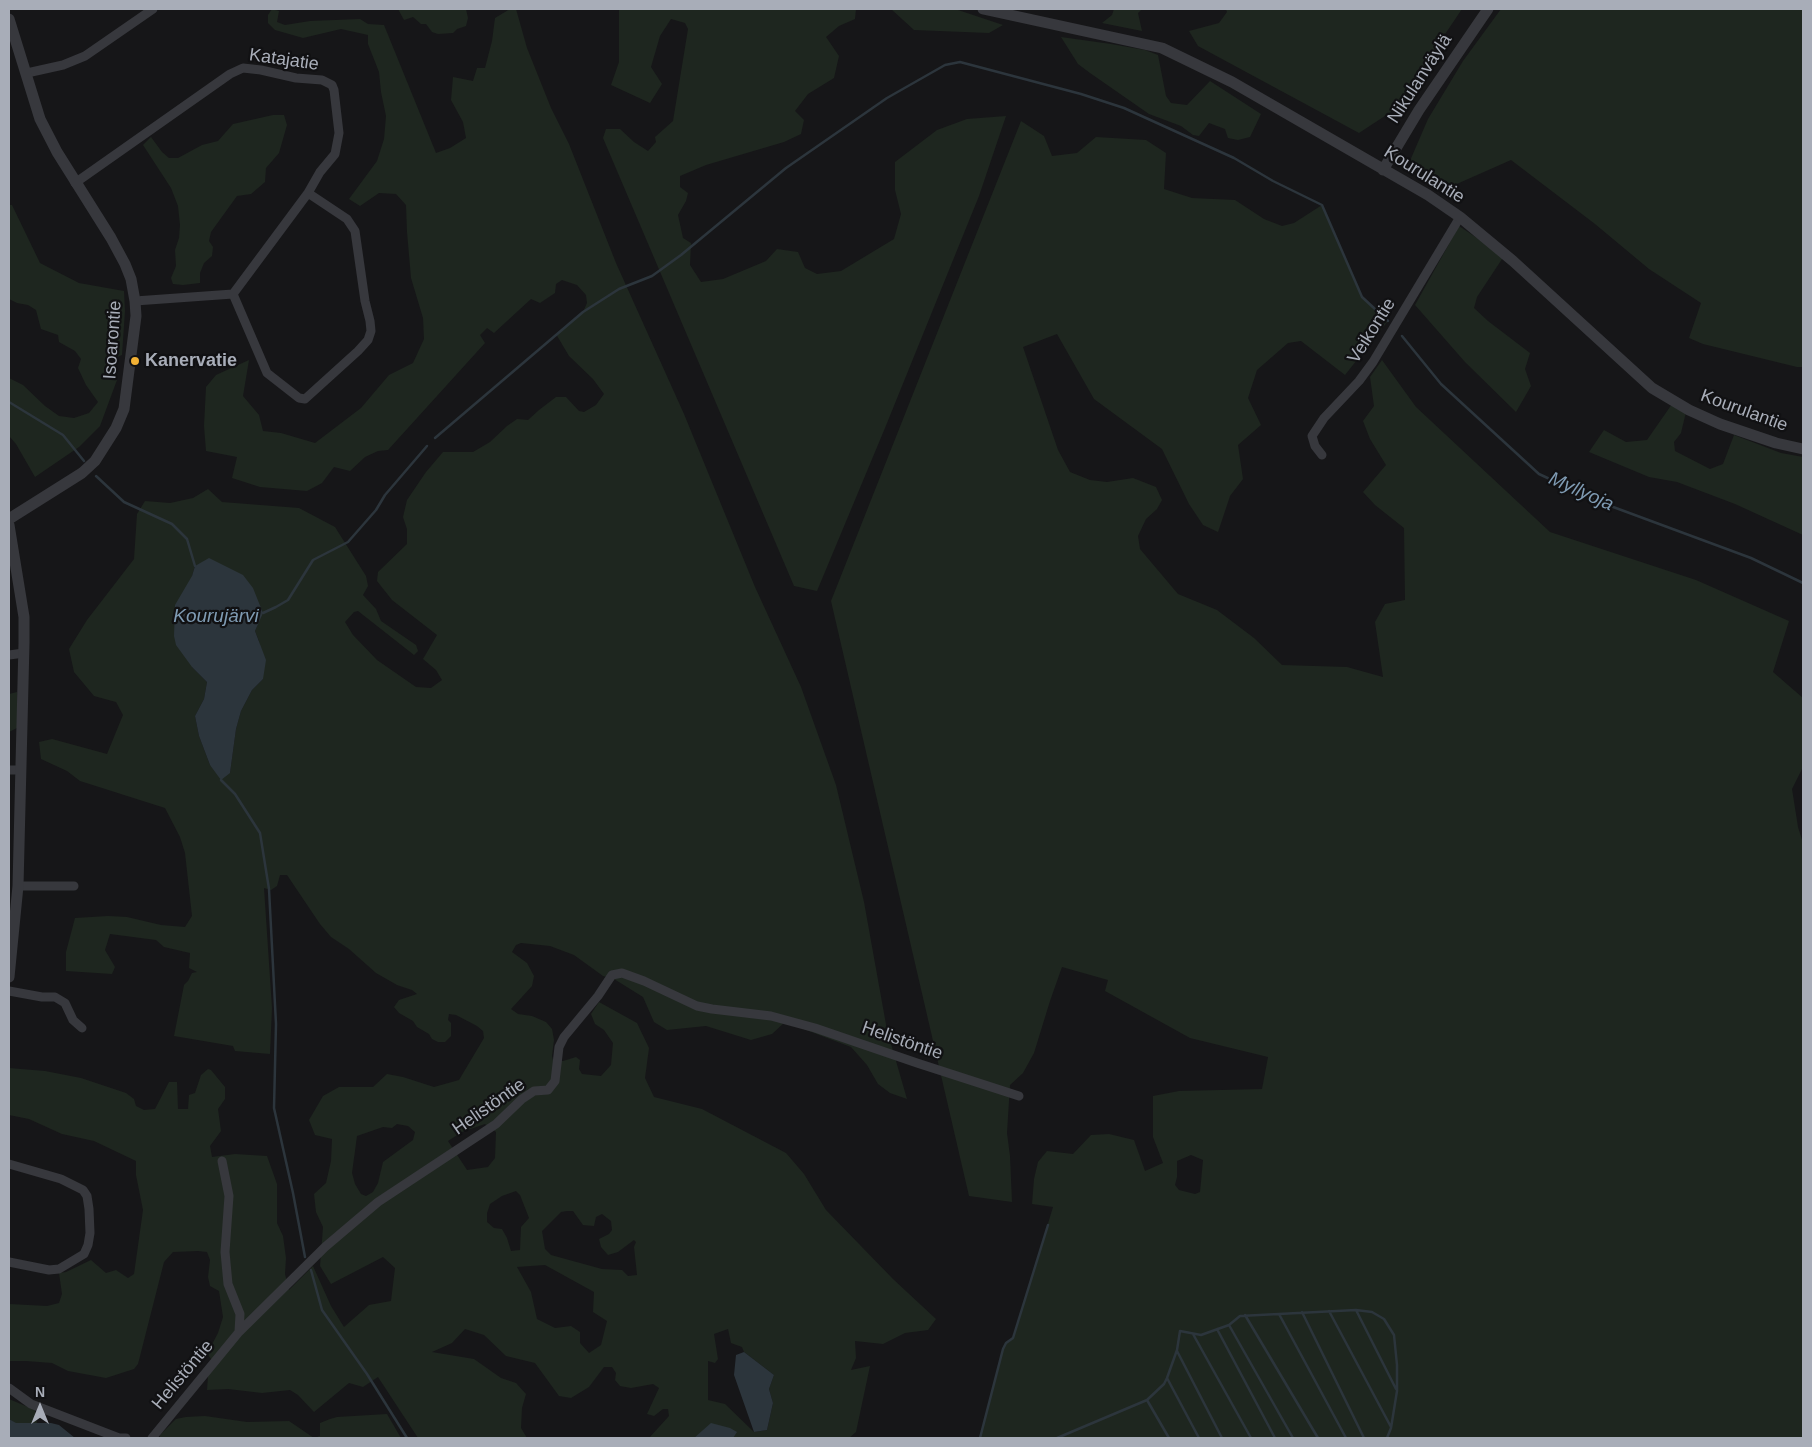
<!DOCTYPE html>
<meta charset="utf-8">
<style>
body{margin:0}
#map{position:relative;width:1812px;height:1447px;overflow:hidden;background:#161618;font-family:Helvetica,sans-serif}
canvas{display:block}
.frame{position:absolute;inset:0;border:10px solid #a8adb8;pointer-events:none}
.north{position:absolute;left:15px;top:1382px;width:50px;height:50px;-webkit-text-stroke:4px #111113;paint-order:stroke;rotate:0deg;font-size:14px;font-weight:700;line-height:20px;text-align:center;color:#a8adb8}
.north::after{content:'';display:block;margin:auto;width:18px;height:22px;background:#a8adb8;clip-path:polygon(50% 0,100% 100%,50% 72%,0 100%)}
</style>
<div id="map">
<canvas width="1812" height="1447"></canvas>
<div class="frame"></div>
<div class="north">N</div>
</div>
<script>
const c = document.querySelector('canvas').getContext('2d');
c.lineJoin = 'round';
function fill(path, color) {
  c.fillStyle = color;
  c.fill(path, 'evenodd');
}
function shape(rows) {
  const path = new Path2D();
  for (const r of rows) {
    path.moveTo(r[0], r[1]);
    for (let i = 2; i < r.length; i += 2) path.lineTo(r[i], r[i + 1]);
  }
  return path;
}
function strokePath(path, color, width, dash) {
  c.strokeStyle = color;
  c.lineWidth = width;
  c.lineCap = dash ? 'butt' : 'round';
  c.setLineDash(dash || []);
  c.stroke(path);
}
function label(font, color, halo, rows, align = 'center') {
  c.font = font + ' Helvetica,sans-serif';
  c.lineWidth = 4.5;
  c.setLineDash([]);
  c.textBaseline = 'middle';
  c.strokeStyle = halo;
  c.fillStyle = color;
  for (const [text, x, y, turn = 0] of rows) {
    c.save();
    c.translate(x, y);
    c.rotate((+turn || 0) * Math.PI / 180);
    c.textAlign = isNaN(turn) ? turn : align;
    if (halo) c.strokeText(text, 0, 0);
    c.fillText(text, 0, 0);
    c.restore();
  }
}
const green = shape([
 [272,9,279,11,277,22,285,25,310,21,360,19,368,24,384,25,436,153,450,148,466,138,463,122,451,100,453,77,473,81,477,68,485,68,492,41,495,18,510,9,516,9,527,48,551,108,569,144,616,263,684,414,755,587,801,687,836,785,864,902,887,1030,907,1099,890,1093,878,1084,867,1065,851,1047,785,1022,772,1034,751,1040,706,1026,667,1030,654,1022,643,997,614,979,603,976,574,955,550,946,521,943,516,945,512,952,527,963,534,976,532,986,511,1009,518,1014,532,1016,546,1022,552,1029,554,1040,552,1056,553,1060,563,1061,576,1057,580,1060,579,1069,582,1074,601,1076,611,1065,613,1043,604,1030,595,1024,591,1014,599,1002,637,1023,649,1048,645,1078,654,1097,702,1109,786,1153,804,1174,826,1210,893,1279,936,1319,928,1330,905,1333,883,1344,855,1341,856,1358,851,1370,870,1366,856,1432,849,1438,723,1438,727,1437,706,1429,694,1438,649,1438,669,1416,668,1409,663,1409,654,1416,647,1414,659,1388,653,1384,631,1388,620,1386,615,1380,616,1373,612,1367,604,1367,589,1387,571,1398,559,1396,535,1363,506,1356,484,1335,465,1329,452,1343,432,1352,474,1359,501,1378,516,1383,526,1394,522,1408,521,1428,527,1438,418,1438,378,1377,363,1387,349,1383,314,1412,298,1395,290,1390,262,1393,228,1389,207,1390,208,1376,216,1365,207,1354,218,1333,223,1317,219,1291,210,1286,208,1277,210,1260,207,1252,198,1251,173,1252,164,1262,138,1364,134,1369,106,1378,68,1371,52,1363,26,1361,9,1361,9,1304,47,1306,59,1303,62,1294,59,1273,66,1272,91,1260,106,1273,116,1270,128,1278,134,1274,143,1210,136,1175,136,1161,94,1141,62,1134,29,1119,9,1115,9,1068,45,1071,81,1078,126,1093,134,1099,136,1106,144,1110,155,1109,169,1082,177,1082,178,1109,188,1109,189,1095,195,1093,201,1075,208,1069,211,1070,225,1087,225,1099,218,1109,221,1131,210,1146,212,1157,235,1154,267,1156,277,1184,277,1223,283,1236,286,1258,285,1274,289,1290,313,1266,331,1306,344,1327,369,1305,391,1301,395,1268,383,1257,331,1284,320,1266,323,1227,316,1212,314,1194,326,1183,331,1161,332,1139,315,1135,309,1120,323,1096,339,1087,373,1087,387,1074,403,1077,434,1087,459,1080,484,1038,483,1031,477,1026,456,1015,449,1014,448,1020,451,1023,451,1036,445,1042,438,1042,432,1039,429,1034,417,1027,413,1021,399,1013,394,1007,399,1000,417,994,412,990,397,985,376,973,349,949,331,937,320,924,287,875,280,875,277,886,271,890,264,888,272,1008,270,1054,235,1051,233,1046,174,1036,184,985,188,981,192,973,197,972,189,968,190,953,164,947,156,940,110,934,105,950,115,967,112,974,66,971,66,952,75,918,108,916,127,917,161,925,185,927,192,916,185,853,180,837,165,808,80,781,67,771,41,759,39,742,52,739,107,754,123,715,116,702,94,696,74,672,69,649,87,620,134,559,137,514,145,501,170,503,193,498,208,489,222,502,299,508,335,527,366,576,368,586,363,595,376,609,381,621,416,645,418,651,414,655,358,611,354,612,345,622,353,635,377,660,416,687,431,688,442,680,436,670,423,659,437,635,392,600,377,581,378,572,407,544,407,529,403,517,407,500,426,472,443,452,473,452,490,442,507,426,517,419,528,420,539,410,556,397,566,397,579,411,584,412,596,405,604,394,593,379,569,356,556,334,583,312,587,303,586,295,577,285,562,280,556,284,555,293,540,303,531,299,494,333,487,328,480,335,485,343,388,450,378,451,365,457,350,471,334,467,322,483,307,491,260,487,232,478,237,457,206,451,204,426,206,387,216,375,249,360,243,396,259,415,263,431,281,433,315,443,361,408,389,375,413,363,424,339,423,318,411,278,407,232,406,205,396,194,379,193,360,206,349,199,377,161,384,139,386,116,381,92,379,72,368,44,368,35,341,29,303,38,275,30,268,23,268,15],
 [195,566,262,613,255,631,259,641,263,679,252,690,241,711,236,729,230,773,210,765,199,736,195,716,204,699,207,682,192,667,192,576],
 [397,1124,408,1126,415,1132,413,1140,383,1162,378,1183,373,1192,366,1196,361,1194,355,1184,352,1173,357,1136,383,1127,392,1128],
 [485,1124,496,1132,495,1158,488,1167,467,1170,448,1141,462,1132],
 [516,1191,520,1195,529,1218,521,1227,520,1250,511,1251,507,1238,502,1229,494,1228,487,1222,487,1213,490,1204,502,1196],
 [567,1211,573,1211,583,1225,594,1226,596,1217,602,1214,611,1221,612,1230,609,1234,599,1239,601,1247,608,1255,618,1252,634,1240,636,1242,634,1247,637,1275,628,1276,622,1270,602,1269,551,1255,545,1249,542,1231,561,1212],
 [545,1265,594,1292,593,1312,607,1321,601,1345,589,1353,580,1343,580,1332,571,1326,555,1328,537,1319,531,1292,517,1267],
 [728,1329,731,1343,742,1347,744,1352,774,1375,769,1389,773,1403,767,1430,754,1432,725,1404,708,1400,708,1361,715,1363,718,1359,714,1334],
 [398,9,466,9,468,18,466,26,457,29,453,33,438,34,432,32,426,24,421,24,413,17,404,20],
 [619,9,856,9,855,19,839,26,826,37,839,56,834,78,808,94,795,111,804,120,801,134,784,142,706,165,680,176,680,187,688,193,686,201,678,215,683,238,691,243,690,265,701,282,723,279,766,261,777,249,798,252,805,268,817,274,841,271,894,239,901,214,895,190,895,162,937,130,967,119,1006,116,979,196,885,428,817,591,794,586,603,138,606,129,620,129,634,142,648,151,656,142,655,137,673,121,688,29,685,23,671,19,660,36,651,67,662,84,650,103,611,85,619,62],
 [891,9,955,9,1003,25,989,33,914,30],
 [1114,9,1142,9,1138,13,1142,31,1102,23,1112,15],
 [1226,9,1462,9,1394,110,1359,133,1198,46,1189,31,1219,23,1227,12],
 [1501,9,1803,9,1803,367,1797,367,1703,344,1689,338,1701,303,1649,269,1595,224,1511,160,1450,187,1409,163,1428,119,1463,61],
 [1061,37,1111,44,1145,50,1158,55,1166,96,1171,103,1187,105,1210,81,1261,114,1250,137,1238,140,1228,138,1225,129,1209,123,1199,136,1193,135,1181,126,1149,114,1090,73,1078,64],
 [273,115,284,115,287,125,279,153,266,168,265,182,251,194,237,196,211,232,209,241,213,247,212,256,204,263,200,273,200,283,183,285,173,284,171,278,176,266,175,250,179,238,180,225,178,206,171,188,143,145,151,137,162,152,169,158,178,158,202,145,218,141,233,124],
 [1021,121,1044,136,1052,156,1077,153,1096,137,1146,140,1166,153,1164,189,1192,198,1235,200,1264,219,1282,226,1294,223,1322,205,1362,297,1388,321,1345,375,1301,341,1288,343,1257,370,1248,398,1261,425,1238,445,1243,479,1230,496,1218,532,1203,525,1189,504,1162,449,1094,399,1057,334,1023,347,1058,450,1070,472,1090,480,1107,482,1133,478,1156,487,1162,500,1157,509,1146,519,1138,536,1140,549,1178,594,1217,610,1254,638,1282,665,1347,667,1383,677,1375,622,1385,604,1405,600,1404,528,1375,505,1363,492,1386,465,1370,439,1363,421,1374,406,1370,377,1382,360,1416,407,1550,532,1696,580,1789,621,1773,672,1803,698,1803,767,1792,789,1798,827,1803,843,1803,1438,980,1438,1003,1349,1006,1343,1013,1338,1053,1207,1032,1204,1034,1179,1038,1162,1047,1151,1073,1154,1091,1135,1109,1134,1134,1140,1145,1171,1163,1163,1153,1137,1153,1096,1179,1091,1262,1089,1268,1057,1190,1038,1105,991,1108,980,1062,967,1050,1001,1034,1053,1023,1073,1010,1085,1007,1133,1010,1156,1012,1202,969,1196,831,601],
 [1191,1155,1203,1160,1200,1192,1195,1194,1179,1190,1175,1185,1177,1177,1177,1161],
 [9,205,12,205,40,263,79,283,124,291,125,311,122,355,108,361,112,374,117,380,100,426,79,447,35,477,16,444,9,436,9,378,23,385,45,406,59,416,74,418,89,413,98,402,86,385,78,368,81,359,75,351,59,342,58,335,41,329,36,310,28,305,17,303,9,299],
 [1459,226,1504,256,1477,297,1474,308,1488,321,1530,353,1525,369,1531,386,1516,412,1465,362,1415,305],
 [1672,404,1686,412,1681,433,1674,442,1675,451,1710,469,1723,464,1734,435,1781,453,1803,457,1803,535,1735,504,1677,482,1649,477,1589,452,1604,430,1626,442,1647,440],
 [17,692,17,728,9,732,9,694],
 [9,1399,35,1410,37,1423,15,1423,9,1419],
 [387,1414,401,1438,160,1438,160,1435,176,1419,186,1417,205,1416,247,1422,289,1421,314,1438,320,1436,320,1423,330,1419,337,1417]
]);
const water = shape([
 [209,558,243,575,253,588,263,613,255,631,266,660,263,679,252,690,241,711,236,729,230,773,221,780,210,765,199,736,195,716,204,699,207,682,192,667,176,645,174,636,175,605,192,576,195,566],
 [744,1352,774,1375,769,1389,773,1403,767,1430,754,1432,734,1375,736,1355],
 [9,1419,16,1423,51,1423,59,1425,75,1438,9,1438],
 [711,1423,730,1428,737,1432,733,1438,694,1438]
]);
const stream = shape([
 [1402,336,1441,384,1539,474,1597,501,1751,558,1803,583],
 [9,402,63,435,84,461],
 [435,438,583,312,619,289,652,276,681,255,786,168,887,98,945,65,960,62,1081,94,1124,108,1234,158,1273,181,1322,205,1362,297,1388,321],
 [96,476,124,502,172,524,187,539,195,566],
 [263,613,276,607,288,600,313,560,348,542,376,510,385,495,427,446],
 [221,780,235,794,260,833,269,889,273,966,276,1024,274,1108,293,1193,305,1257],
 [311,1270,322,1310,367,1374,407,1438],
 [1356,1310,1396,1389],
 [1329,1311,1391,1427],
 [1302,1312,1364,1438],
 [1279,1314,1346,1438],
 [1245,1315,1318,1438],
 [1229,1325,1293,1438],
 [1217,1329,1275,1438],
 [1193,1334,1251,1438],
 [1177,1351,1222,1438],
 [1167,1378,1199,1438],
 [1147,1400,1169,1438],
 [980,1438,1003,1349,1006,1343,1013,1338,1048,1225],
 [1057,1438,1147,1400,1164,1384,1167,1378,1177,1350,1180,1331,1201,1335,1229,1325,1240,1316,1356,1310,1372,1312,1384,1319,1394,1335,1397,1365,1397,1391,1391,1428,1387,1438]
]);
const minor = shape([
 [27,73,63,65,85,56,153,9],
 [75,183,230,74,243,68,261,70,296,78,322,80,332,85,334,90,339,133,335,154,320,172,308,193,233,294,135,301],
 [233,294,267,373,299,398,305,399,358,351,368,340,371,331,370,321,365,301,355,231,347,219,308,193],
 [1322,455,1315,446,1312,436,1324,418,1359,381,1373,362,1460,217],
 [9,655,24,653],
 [9,770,20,770],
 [18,886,74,886],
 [9,991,42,997,55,997,65,1003,73,1020,82,1028],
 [222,1161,229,1196,225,1252,228,1284,240,1314,239,1332],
 [9,1164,61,1179,83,1190,87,1196,89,1209,90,1233,88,1245,84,1254,59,1269,49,1270,9,1262],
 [9,1388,31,1404,119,1438,126,1438],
 [152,1438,239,1332,325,1247,378,1202,496,1124,522,1099,534,1091,548,1090,555,1081,559,1047,564,1037,598,996,612,975,622,973,644,981,697,1006,712,1009,771,1016,815,1028,917,1063,1019,1096]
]);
const tertiary = shape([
 [983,9,1162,48,1232,82,1428,195,1460,217,1513,261,1652,388,1689,410,1720,424,1776,443,1803,449],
 [9,19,40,119,57,152,111,238,125,264,131,279,135,301,136,316,124,409,116,428,95,461,82,473,9,519],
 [1383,170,1419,110,1488,9],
 [9,525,24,617,24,643,18,886,9,977]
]);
const markers = [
 [135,361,5,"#f2b134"]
];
const streetNames = [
 ["Katajatie",284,60,8],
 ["Nikulanväylä",1420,79,-57],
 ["Kourulantie",1424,175,32],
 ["Veikontie",1372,331,-58],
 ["Isoarontie",113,340,-86],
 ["Kourulantie",1744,411,20],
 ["Helistöntie",902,1041,19],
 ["Helistöntie",489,1107,-35],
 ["Helistöntie",183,1375,-50]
];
const poiNames = [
 ["Kanervatie",145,361]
];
const waterNames = [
 ["Myllyoja",1581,492,24],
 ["Kourujärvi",216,617]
];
fill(green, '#1e261f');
fill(water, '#2c353c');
strokePath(stream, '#2c353c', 2.5);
strokePath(minor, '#37383d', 9);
strokePath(tertiary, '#37383d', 11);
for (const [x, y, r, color] of markers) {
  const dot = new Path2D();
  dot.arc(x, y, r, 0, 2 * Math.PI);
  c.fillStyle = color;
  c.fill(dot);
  strokePath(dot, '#111113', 2);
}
label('18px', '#a8adb8', '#111113', streetNames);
label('bold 18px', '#a8adb8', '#111113', poiNames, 'left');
label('italic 19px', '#7f9bb3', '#111113', waterNames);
</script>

---

■ To do:
Leave out the pictures and repeat the lines from the start of the material through the line with "c.textAlign = isNaN(turn) ? turn : align;", inclusive.

■ Task result:
<!DOCTYPE html>
<meta charset="utf-8">
<style>
body{margin:0}
#map{position:relative;width:1812px;height:1447px;overflow:hidden;background:#161618;font-family:Helvetica,sans-serif}
canvas{display:block}
.frame{position:absolute;inset:0;border:10px solid #a8adb8;pointer-events:none}
.north{position:absolute;left:15px;top:1382px;width:50px;height:50px;-webkit-text-stroke:4px #111113;paint-order:stroke;rotate:0deg;font-size:14px;font-weight:700;line-height:20px;text-align:center;color:#a8adb8}
.north::after{content:'';display:block;margin:auto;width:18px;height:22px;background:#a8adb8;clip-path:polygon(50% 0,100% 100%,50% 72%,0 100%)}
</style>
<div id="map">
<canvas width="1812" height="1447"></canvas>
<div class="frame"></div>
<div class="north">N</div>
</div>
<script>
const c = document.querySelector('canvas').getContext('2d');
c.lineJoin = 'round';
function fill(path, color) {
  c.fillStyle = color;
  c.fill(path, 'evenodd');
}
function shape(rows) {
  const path = new Path2D();
  for (const r of rows) {
    path.moveTo(r[0], r[1]);
    for (let i = 2; i < r.length; i += 2) path.lineTo(r[i], r[i + 1]);
  }
  return path;
}
function strokePath(path, color, width, dash) {
  c.strokeStyle = color;
  c.lineWidth = width;
  c.lineCap = dash ? 'butt' : 'round';
  c.setLineDash(dash || []);
  c.stroke(path);
}
function label(font, color, halo, rows, align = 'center') {
  c.font = font + ' Helvetica,sans-serif';
  c.lineWidth = 4.5;
  c.setLineDash([]);
  c.textBaseline = 'middle';
  c.strokeStyle = halo;
  c.fillStyle = color;
  for (const [text, x, y, turn = 0] of rows) {
    c.save();
    c.translate(x, y);
    c.rotate((+turn || 0) * Math.PI / 180);
    c.textAlign = isNaN(turn) ? turn : align;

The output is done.